_DATA FOR THIS TASK:_
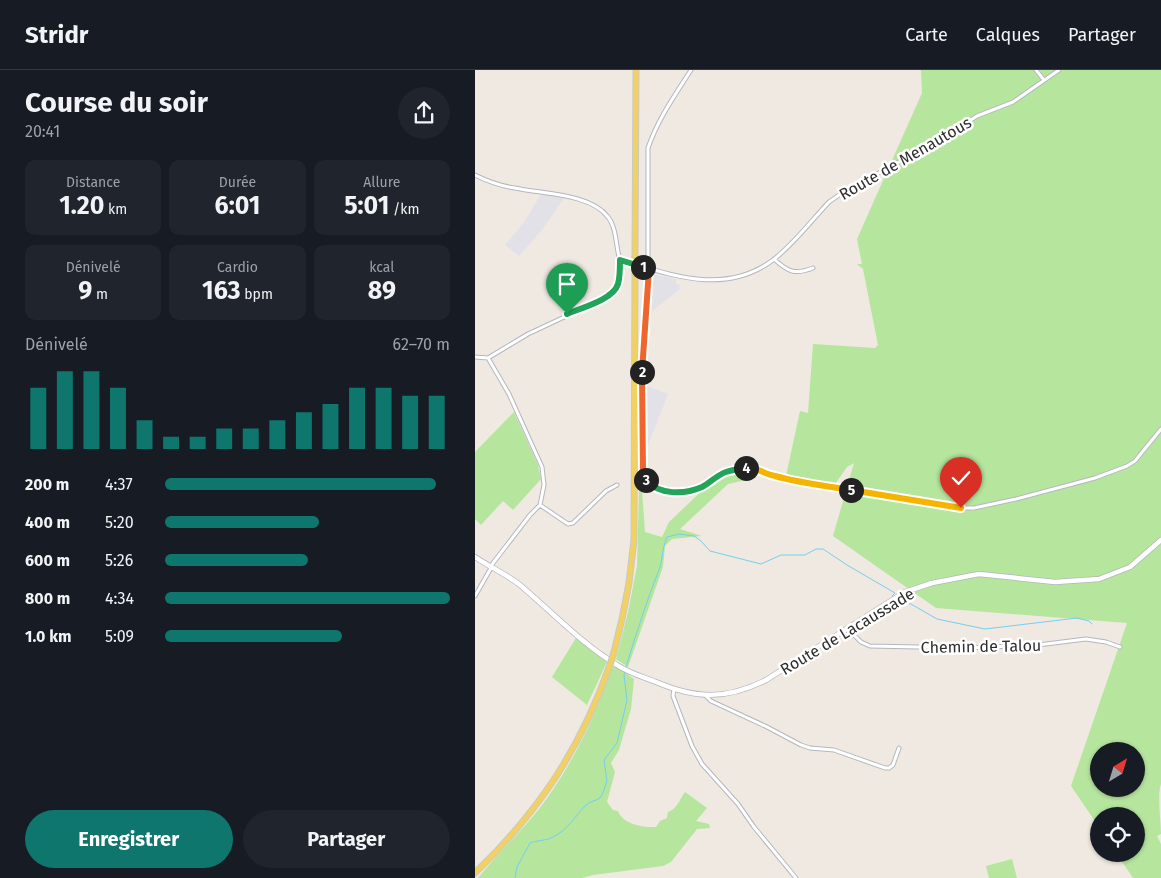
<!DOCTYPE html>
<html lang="fr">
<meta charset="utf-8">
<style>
body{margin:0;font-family:"Fira Sans",sans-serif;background:#20242c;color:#f1f3f6;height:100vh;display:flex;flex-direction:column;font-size:19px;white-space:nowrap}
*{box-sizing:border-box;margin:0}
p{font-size:16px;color:#9ea1a6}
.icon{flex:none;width:28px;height:28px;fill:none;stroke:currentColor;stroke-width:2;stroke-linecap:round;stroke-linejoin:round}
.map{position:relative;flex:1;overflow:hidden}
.sheet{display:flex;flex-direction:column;background:#171b24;width:475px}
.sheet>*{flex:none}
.needle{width:32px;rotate:38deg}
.tools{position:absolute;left:615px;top:672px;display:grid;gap:10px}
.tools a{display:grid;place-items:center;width:55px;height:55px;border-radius:50%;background:#171b24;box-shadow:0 1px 4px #0004;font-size:25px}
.pin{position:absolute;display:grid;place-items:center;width:42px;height:42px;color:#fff;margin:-51px -21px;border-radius:50% 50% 50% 0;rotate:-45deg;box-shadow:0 0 5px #0007}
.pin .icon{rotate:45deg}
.km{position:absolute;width:25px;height:25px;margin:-12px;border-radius:50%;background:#222;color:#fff;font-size:14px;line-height:25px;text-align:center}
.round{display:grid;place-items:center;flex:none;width:52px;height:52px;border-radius:26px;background:#20242c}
.head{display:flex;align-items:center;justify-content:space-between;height:85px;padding:0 25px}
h1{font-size:28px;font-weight:700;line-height:38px}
.metrics{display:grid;grid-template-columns:repeat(3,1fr);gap:8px;height:85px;padding:5px 25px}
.metrics div{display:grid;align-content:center;border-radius:10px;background:#20242c;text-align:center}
.metrics b{font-size:25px;font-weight:700}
.metrics small{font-size:14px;font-weight:400}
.metrics p{font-size:14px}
.chart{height:140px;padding:10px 25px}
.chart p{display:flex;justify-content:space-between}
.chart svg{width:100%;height:90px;margin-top:5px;stroke:#0f766e;stroke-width:6}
.cta{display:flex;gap:10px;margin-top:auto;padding:10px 25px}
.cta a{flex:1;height:58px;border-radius:30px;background:#0f766e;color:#fff;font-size:20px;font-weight:700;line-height:58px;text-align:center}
.cta a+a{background:#20242c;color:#f1f3f6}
ul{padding:0 25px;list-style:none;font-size:16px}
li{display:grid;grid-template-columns:80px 60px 1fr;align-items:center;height:38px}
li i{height:12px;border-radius:6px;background:#0f766e}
header{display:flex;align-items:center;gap:30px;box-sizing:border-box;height:70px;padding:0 25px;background:#171b24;border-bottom:1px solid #363941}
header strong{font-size:24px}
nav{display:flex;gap:28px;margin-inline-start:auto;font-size:18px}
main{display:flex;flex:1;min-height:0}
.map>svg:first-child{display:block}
</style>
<header>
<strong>Stridr</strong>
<nav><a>Carte</a><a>Calques</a><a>Partager</a></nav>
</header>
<main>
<section class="sheet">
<div class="head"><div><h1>Course du soir</h1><p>20:41</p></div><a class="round"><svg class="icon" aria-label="share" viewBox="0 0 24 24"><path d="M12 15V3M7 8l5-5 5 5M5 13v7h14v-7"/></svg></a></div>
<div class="metrics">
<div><p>Distance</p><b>1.20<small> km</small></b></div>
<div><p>Durée</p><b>6:01</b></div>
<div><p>Allure</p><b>5:01<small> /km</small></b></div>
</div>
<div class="metrics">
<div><p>Dénivelé</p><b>9<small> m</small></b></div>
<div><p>Cardio</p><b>163<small> bpm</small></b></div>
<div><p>kcal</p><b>89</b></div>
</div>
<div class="chart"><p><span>Dénivelé</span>62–70 m</p>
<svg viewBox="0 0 160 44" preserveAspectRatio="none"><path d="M5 44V14M15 44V6M25 44V6M35 44V14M45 44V30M55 44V38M65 44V38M75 44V34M85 44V34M95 44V30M105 44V26M115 44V22M125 44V14M135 44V14M145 44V18M155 44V18"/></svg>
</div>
<ul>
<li><b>200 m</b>4:37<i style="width:95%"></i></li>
<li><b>400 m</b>5:20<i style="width:54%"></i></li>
<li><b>600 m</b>5:26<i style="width:50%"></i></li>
<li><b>800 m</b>4:34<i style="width:100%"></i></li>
<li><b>1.0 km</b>5:09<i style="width:62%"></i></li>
</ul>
<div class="cta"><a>Enregistrer</a><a>Partager</a></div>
</section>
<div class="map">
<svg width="686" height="808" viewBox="0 0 686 808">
<rect width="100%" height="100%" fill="#efe9e1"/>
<!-- industrial -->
<path fill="#e3e1e8" d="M66 124 89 128 67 160 44 186 30 175 50 151Z
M176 204 201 209V214L205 215 204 220 172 245Z
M170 315 193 324 171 380Z"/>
<!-- green -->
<path fill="#b6e59e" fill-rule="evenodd" d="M446 0H686V714C682 723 686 752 686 764L682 766 686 774V808H658L642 784H661V746H624V757L596 716 652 553 461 538 358 466 379 393 372 397 360 414 311 406 325 341 333 343 338 274 400 278 403 275 388 199 382 194H387L382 169 447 23ZM624 681H661V719H624Z
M39 342 63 395 66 409 38 440 28 431 6 455 0 449V382Z
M277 401 275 409 253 414 205 459 227 466 197 469 190 476 188 497 153 597 141 589 153 542 162 496 164 420H167L170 462 187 467 194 452 234 414 253 403Z
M101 568 132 592 112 635 77 607Z
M138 594 159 609 156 639 144 680 136 693 140 702 132 732 138 740 143 741C147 754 169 758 181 757L185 751 192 748 193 742C201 740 205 729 210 722L232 738 221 751 234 754 235 758 222 759 196 792 188 796 118 805 107 808H3C22 784 45 763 64 739 97 696 121 646 138 594Z
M537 789 542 808H514L511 796Z"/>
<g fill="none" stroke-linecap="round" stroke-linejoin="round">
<!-- stream -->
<path stroke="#75cff0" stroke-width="1" d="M422 530 425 532 436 534 462 549 510 559 602 548 614 551 617 554
M151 597C161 565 171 532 184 500 188 489 187 478 192 467L204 464 219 466 226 471 235 481 286 494 306 485H330L341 479H348L372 495 420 523 417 526 419 527
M40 808 42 797 55 773C62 770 71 771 78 767 93 760 100 746 111 735 115 731 121 731 125 728 129 723 130 715 132 711L129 690 142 673 152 630 149 605 150 601"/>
<!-- street casing -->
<g stroke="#b4b7c1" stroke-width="5">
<path id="street" d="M216 0C200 25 183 49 173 78V199L167 291 168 403 171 410 176 416 194 422 213 421 227 417 251 402 269 398 278 397 298 406 314 410 464 435 485 438H499L541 429 620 408 652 396 660 391 686 359
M561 0 569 10
M0 105C12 111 26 116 40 118 66 124 115 123 133 147 141 157 141 174 144 187 148 202 144 218 132 227L53 264 13 288
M299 189C313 202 320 205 338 198
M145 190C197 205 250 226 298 190 319 174 336 151 354 132L364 125 466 69 502 46 538 32 584 0
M0 287 13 288 34 324 67 397 69 415 65 435 55 445 15 497
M65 435 93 454 98 453 131 421 142 415
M0 526 16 498
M372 558 386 572 395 576 492 578 563 575 611 569 631 572 645 577
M199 619 198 626 217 676 227 694 263 734 279 757 321 808
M231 626 236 631 292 657 326 675 335 678 359 680 410 698H414L418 695 424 678"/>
</g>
<!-- secondary casing -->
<g stroke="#b4b7c1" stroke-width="6">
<path id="secondary" d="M0 487C15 497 31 504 45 515 77 542 107 574 142 595 154 603 168 607 181 612 221 629 251 630 291 610L430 522 457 513 504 504 580 512 624 509 655 497 686 470"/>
</g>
<!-- primary casing -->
<g stroke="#c9c9c9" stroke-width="7">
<path id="primary" d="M160 186 161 0
M139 582 147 549 154 513 159 469 160 202
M0 803C64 741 105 680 135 595"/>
</g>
<!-- street -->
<use href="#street" stroke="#fff" stroke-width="3"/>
<!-- secondary -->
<use href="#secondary" stroke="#fff" stroke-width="4.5"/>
<!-- primary -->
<use href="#primary" stroke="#f2d163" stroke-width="5"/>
<!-- primary-bridge casing -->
<g stroke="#c9c9c9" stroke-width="7" stroke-linecap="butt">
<path id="primary-bridge" d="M160 202V186
M135 595 139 582"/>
</g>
<!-- primary-bridge -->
<use href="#primary-bridge" stroke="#f2d163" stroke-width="5"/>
</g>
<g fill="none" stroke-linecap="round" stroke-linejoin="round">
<!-- split-1 casing -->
<g stroke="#fff" stroke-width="10">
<path id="split-1" d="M92 244C106 238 138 230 143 214 145 207 145 198 145 190L168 197"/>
</g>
<!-- split-2 casing -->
<g stroke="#fff" stroke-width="10">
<path id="split-2" d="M167 302 174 199 168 197"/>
</g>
<!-- split-3 casing -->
<g stroke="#fff" stroke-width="10">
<path id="split-3" d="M167 302 168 403 171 410"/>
</g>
<!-- split-4 casing -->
<g stroke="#fff" stroke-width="10">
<path id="split-4" d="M171 410C184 425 209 425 227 417 235 413 242 405 251 402 257 400 265 399 271 398"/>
</g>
<!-- split-5 casing -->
<g stroke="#fff" stroke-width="10">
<path id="split-5" d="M271 398C282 397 289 404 300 406 325 413 351 416 376 420"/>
</g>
<!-- split-6 casing -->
<g stroke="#fff" stroke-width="10">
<path id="split-6" d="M376 420 486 438"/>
</g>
<!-- split-1 -->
<use href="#split-1" stroke="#22a559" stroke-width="6"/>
<!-- split-2 -->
<use href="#split-2" stroke="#f0652b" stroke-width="6"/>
<!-- split-3 -->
<use href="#split-3" stroke="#f0652b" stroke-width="6"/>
<!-- split-4 -->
<use href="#split-4" stroke="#22a559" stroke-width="6"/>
<!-- split-5 -->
<use href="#split-5" stroke="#f5b400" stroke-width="6"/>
<!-- split-6 -->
<use href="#split-6" stroke="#f5b400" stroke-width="6"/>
</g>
<g text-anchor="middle" stroke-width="5" stroke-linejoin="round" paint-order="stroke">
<!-- street labels -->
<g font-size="16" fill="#2e2e2e" stroke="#fff">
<text transform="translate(430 88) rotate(-30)" y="6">Route de Menautous</text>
<text transform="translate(372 561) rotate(-31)" y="6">Route de Lacaussade</text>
<text transform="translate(506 576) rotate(-1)" y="6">Chemin de Talou</text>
</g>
</g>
</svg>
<div class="tools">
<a><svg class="needle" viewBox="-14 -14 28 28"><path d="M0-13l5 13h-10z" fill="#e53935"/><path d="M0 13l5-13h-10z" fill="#9ea1a6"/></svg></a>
<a><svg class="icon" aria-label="locate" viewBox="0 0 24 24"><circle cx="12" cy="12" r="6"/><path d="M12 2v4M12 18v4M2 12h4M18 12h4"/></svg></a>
</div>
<div class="pin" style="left:92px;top:244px;background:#1e9e55"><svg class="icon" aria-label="arrive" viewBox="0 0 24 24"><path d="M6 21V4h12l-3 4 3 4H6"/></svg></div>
<div class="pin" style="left:486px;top:438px;background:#d93025"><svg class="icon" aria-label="check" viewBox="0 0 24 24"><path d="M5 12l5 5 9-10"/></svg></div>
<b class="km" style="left:168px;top:197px">1</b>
<b class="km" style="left:167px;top:302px">2</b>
<b class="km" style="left:171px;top:410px">3</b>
<b class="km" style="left:271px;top:398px">4</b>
<b class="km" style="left:376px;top:420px">5</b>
</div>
</main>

_THE PROBLEM:_ Lines holding the string "Dénivelé": find them in the listing above and copy each one.

_OUTPUT OF THE EXERCISE:_
<div><p>Dénivelé</p><b>9<small> m</small></b></div>
<div class="chart"><p><span>Dénivelé</span>62–70 m</p>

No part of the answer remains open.